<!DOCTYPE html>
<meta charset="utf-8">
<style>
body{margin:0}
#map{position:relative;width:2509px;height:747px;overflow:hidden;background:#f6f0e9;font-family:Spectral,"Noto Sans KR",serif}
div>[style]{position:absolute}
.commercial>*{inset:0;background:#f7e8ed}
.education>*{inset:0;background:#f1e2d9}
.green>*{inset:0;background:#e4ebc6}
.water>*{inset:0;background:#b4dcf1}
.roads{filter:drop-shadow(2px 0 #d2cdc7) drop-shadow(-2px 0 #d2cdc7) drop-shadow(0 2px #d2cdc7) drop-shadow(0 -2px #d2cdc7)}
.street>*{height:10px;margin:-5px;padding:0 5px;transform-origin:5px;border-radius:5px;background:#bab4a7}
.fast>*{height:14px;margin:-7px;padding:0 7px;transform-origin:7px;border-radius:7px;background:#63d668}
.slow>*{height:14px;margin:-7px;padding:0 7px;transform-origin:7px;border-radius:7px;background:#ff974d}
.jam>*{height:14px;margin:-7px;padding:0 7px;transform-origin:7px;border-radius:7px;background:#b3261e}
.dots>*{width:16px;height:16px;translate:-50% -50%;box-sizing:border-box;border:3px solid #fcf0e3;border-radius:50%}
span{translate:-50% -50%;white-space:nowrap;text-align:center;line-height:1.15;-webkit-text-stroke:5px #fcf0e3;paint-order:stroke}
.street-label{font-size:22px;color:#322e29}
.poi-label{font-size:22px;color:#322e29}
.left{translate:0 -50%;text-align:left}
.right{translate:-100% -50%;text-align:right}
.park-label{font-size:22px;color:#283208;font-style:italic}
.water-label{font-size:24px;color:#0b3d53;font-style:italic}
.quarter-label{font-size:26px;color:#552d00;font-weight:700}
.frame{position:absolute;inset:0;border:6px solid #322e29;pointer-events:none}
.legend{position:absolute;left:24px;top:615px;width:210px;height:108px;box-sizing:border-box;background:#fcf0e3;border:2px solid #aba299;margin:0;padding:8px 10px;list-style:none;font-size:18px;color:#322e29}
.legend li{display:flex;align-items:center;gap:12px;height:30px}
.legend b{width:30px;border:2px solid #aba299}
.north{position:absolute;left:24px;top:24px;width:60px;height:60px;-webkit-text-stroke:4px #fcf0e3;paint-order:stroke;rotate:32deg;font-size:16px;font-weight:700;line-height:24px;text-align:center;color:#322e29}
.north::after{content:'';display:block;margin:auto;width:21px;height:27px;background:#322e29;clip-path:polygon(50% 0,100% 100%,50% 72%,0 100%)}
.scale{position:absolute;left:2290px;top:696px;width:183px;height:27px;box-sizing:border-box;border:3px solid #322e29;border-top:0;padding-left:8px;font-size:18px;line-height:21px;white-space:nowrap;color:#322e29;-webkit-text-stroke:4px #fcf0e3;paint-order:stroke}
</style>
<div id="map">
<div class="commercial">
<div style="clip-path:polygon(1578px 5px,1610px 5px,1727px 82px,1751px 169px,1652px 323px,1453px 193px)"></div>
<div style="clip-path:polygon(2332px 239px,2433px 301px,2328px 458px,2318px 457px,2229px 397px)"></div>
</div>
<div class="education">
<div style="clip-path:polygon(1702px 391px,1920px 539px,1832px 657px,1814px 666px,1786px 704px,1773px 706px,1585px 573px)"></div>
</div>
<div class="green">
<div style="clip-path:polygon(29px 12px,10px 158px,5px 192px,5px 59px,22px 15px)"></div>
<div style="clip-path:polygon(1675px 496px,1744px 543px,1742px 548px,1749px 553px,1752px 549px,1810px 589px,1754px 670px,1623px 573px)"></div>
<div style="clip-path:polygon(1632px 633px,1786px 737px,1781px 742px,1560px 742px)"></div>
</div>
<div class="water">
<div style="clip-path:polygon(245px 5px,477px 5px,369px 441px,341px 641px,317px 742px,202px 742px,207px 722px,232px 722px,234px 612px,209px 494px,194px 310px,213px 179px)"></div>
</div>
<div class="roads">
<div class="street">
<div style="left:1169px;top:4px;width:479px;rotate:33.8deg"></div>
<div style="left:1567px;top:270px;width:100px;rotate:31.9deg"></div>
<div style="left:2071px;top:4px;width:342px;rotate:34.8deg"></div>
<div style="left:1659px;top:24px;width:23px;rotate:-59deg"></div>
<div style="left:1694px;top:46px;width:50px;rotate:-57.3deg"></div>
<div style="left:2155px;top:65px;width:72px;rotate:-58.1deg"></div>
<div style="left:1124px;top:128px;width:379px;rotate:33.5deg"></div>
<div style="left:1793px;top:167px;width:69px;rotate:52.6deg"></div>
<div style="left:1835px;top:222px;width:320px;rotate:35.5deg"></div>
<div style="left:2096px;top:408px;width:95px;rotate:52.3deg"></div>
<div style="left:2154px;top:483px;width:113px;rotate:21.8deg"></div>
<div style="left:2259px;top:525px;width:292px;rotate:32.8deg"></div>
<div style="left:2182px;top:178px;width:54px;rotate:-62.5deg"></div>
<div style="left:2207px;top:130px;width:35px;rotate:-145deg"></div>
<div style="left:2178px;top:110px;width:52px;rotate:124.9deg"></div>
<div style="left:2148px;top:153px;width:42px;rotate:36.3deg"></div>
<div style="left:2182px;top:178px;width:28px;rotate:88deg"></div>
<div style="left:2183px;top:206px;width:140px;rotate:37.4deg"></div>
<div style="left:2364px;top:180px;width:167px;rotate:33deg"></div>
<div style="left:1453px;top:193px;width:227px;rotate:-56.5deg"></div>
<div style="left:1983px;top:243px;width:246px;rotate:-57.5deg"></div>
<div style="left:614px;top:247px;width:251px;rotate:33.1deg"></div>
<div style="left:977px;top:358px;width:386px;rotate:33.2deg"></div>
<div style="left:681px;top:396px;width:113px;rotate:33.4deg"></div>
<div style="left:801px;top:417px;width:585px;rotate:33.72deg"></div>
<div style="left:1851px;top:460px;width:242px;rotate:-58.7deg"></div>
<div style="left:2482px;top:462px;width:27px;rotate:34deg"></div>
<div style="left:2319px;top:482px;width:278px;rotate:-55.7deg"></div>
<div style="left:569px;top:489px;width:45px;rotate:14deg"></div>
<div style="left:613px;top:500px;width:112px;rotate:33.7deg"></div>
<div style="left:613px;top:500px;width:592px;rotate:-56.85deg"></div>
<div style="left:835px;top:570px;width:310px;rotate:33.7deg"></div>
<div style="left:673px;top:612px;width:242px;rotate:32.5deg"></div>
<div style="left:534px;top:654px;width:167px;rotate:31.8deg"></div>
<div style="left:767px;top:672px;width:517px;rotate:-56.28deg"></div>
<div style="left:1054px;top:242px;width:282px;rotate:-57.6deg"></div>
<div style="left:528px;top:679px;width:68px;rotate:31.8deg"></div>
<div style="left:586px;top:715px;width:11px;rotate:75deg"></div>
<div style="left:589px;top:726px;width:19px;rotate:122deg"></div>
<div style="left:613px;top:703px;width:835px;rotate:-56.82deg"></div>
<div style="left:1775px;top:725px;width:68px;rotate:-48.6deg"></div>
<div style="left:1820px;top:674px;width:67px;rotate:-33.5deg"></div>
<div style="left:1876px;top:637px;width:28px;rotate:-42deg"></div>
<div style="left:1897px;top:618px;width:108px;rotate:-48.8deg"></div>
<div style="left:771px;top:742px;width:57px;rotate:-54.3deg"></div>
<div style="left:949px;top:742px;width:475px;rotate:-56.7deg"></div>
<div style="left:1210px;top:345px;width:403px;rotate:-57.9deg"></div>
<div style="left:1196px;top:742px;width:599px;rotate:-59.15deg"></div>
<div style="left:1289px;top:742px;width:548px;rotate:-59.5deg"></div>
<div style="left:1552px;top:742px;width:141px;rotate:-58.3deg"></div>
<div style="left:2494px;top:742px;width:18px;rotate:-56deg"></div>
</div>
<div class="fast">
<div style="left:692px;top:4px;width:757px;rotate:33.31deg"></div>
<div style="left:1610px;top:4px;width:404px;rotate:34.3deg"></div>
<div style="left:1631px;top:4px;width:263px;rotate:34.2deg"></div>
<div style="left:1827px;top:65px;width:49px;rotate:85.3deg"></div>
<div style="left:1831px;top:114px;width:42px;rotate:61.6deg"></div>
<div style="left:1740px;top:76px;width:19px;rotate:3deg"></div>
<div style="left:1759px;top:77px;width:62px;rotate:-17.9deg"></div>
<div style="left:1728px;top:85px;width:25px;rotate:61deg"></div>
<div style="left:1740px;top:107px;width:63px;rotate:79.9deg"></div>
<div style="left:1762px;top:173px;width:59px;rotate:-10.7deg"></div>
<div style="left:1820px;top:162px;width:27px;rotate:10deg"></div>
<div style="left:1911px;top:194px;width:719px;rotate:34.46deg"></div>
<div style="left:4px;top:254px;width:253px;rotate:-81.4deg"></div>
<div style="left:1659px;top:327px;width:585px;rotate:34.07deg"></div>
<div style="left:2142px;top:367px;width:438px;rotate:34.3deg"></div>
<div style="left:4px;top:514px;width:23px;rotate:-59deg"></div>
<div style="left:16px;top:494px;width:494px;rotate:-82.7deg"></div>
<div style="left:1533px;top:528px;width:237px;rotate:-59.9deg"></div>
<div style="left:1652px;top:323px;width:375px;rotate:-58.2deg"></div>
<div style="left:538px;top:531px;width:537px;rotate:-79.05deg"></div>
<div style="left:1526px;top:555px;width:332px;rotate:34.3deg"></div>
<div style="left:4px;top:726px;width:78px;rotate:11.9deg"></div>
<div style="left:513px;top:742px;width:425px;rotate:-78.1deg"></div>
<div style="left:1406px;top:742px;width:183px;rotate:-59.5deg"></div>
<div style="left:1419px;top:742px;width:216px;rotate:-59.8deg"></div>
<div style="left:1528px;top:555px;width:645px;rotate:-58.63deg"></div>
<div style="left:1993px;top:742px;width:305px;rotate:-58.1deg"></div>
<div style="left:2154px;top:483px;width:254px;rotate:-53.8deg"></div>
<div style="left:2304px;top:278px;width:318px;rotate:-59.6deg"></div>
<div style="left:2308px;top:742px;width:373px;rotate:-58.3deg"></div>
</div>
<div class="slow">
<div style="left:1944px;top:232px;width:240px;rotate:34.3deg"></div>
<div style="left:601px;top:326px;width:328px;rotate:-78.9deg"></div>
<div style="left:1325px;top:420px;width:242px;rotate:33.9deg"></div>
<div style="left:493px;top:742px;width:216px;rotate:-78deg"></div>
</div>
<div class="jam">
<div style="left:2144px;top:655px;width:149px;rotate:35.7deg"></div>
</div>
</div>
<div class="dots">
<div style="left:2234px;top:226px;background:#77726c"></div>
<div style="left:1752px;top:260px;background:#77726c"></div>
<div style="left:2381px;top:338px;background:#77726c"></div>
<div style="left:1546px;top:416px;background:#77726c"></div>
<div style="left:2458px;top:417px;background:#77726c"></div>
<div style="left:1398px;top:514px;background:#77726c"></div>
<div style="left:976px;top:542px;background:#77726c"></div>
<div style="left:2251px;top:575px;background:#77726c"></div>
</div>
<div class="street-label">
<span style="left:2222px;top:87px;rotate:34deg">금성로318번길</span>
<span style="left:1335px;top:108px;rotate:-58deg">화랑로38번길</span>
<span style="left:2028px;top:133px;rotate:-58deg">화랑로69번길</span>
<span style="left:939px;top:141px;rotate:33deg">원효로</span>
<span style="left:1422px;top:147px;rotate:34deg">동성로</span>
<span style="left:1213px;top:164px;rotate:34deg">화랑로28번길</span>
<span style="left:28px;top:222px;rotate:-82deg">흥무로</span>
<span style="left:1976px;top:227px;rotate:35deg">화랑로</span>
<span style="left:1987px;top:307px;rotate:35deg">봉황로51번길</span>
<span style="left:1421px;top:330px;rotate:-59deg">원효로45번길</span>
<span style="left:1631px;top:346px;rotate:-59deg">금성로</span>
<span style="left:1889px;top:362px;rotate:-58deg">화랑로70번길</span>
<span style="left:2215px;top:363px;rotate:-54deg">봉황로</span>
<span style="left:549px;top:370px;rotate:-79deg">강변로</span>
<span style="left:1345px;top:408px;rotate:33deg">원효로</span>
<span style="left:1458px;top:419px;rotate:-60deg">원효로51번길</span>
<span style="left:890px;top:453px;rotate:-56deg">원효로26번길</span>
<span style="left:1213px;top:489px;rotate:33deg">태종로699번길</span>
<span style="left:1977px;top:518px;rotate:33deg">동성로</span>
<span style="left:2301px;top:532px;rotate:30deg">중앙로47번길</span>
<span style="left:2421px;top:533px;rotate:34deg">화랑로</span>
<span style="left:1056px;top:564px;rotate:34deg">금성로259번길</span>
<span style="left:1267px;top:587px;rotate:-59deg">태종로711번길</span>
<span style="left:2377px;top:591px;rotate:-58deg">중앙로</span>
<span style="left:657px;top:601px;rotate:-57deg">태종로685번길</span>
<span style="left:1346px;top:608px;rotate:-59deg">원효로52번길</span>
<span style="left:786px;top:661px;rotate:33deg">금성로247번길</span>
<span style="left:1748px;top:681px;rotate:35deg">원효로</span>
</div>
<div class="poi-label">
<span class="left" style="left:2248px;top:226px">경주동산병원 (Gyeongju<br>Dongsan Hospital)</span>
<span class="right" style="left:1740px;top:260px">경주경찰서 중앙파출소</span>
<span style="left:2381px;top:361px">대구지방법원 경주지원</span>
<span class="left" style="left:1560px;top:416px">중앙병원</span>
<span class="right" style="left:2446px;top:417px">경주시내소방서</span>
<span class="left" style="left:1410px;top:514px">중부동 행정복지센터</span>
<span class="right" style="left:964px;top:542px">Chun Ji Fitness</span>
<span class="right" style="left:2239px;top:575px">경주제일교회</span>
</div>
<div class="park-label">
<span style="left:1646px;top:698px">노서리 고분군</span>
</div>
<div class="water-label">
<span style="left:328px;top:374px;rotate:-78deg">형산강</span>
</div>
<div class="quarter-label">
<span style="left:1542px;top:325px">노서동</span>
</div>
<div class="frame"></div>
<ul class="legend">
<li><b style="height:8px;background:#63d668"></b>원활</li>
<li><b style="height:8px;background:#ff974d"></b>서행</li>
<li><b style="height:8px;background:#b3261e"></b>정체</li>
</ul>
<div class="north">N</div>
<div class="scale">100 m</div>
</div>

__________

Activity: From the data above, gather every line that includes the word "roads".

Your solution:
.roads{filter:drop-shadow(2px 0 #d2cdc7) drop-shadow(-2px 0 #d2cdc7) drop-shadow(0 2px #d2cdc7) drop-shadow(0 -2px #d2cdc7)}
<div class="roads">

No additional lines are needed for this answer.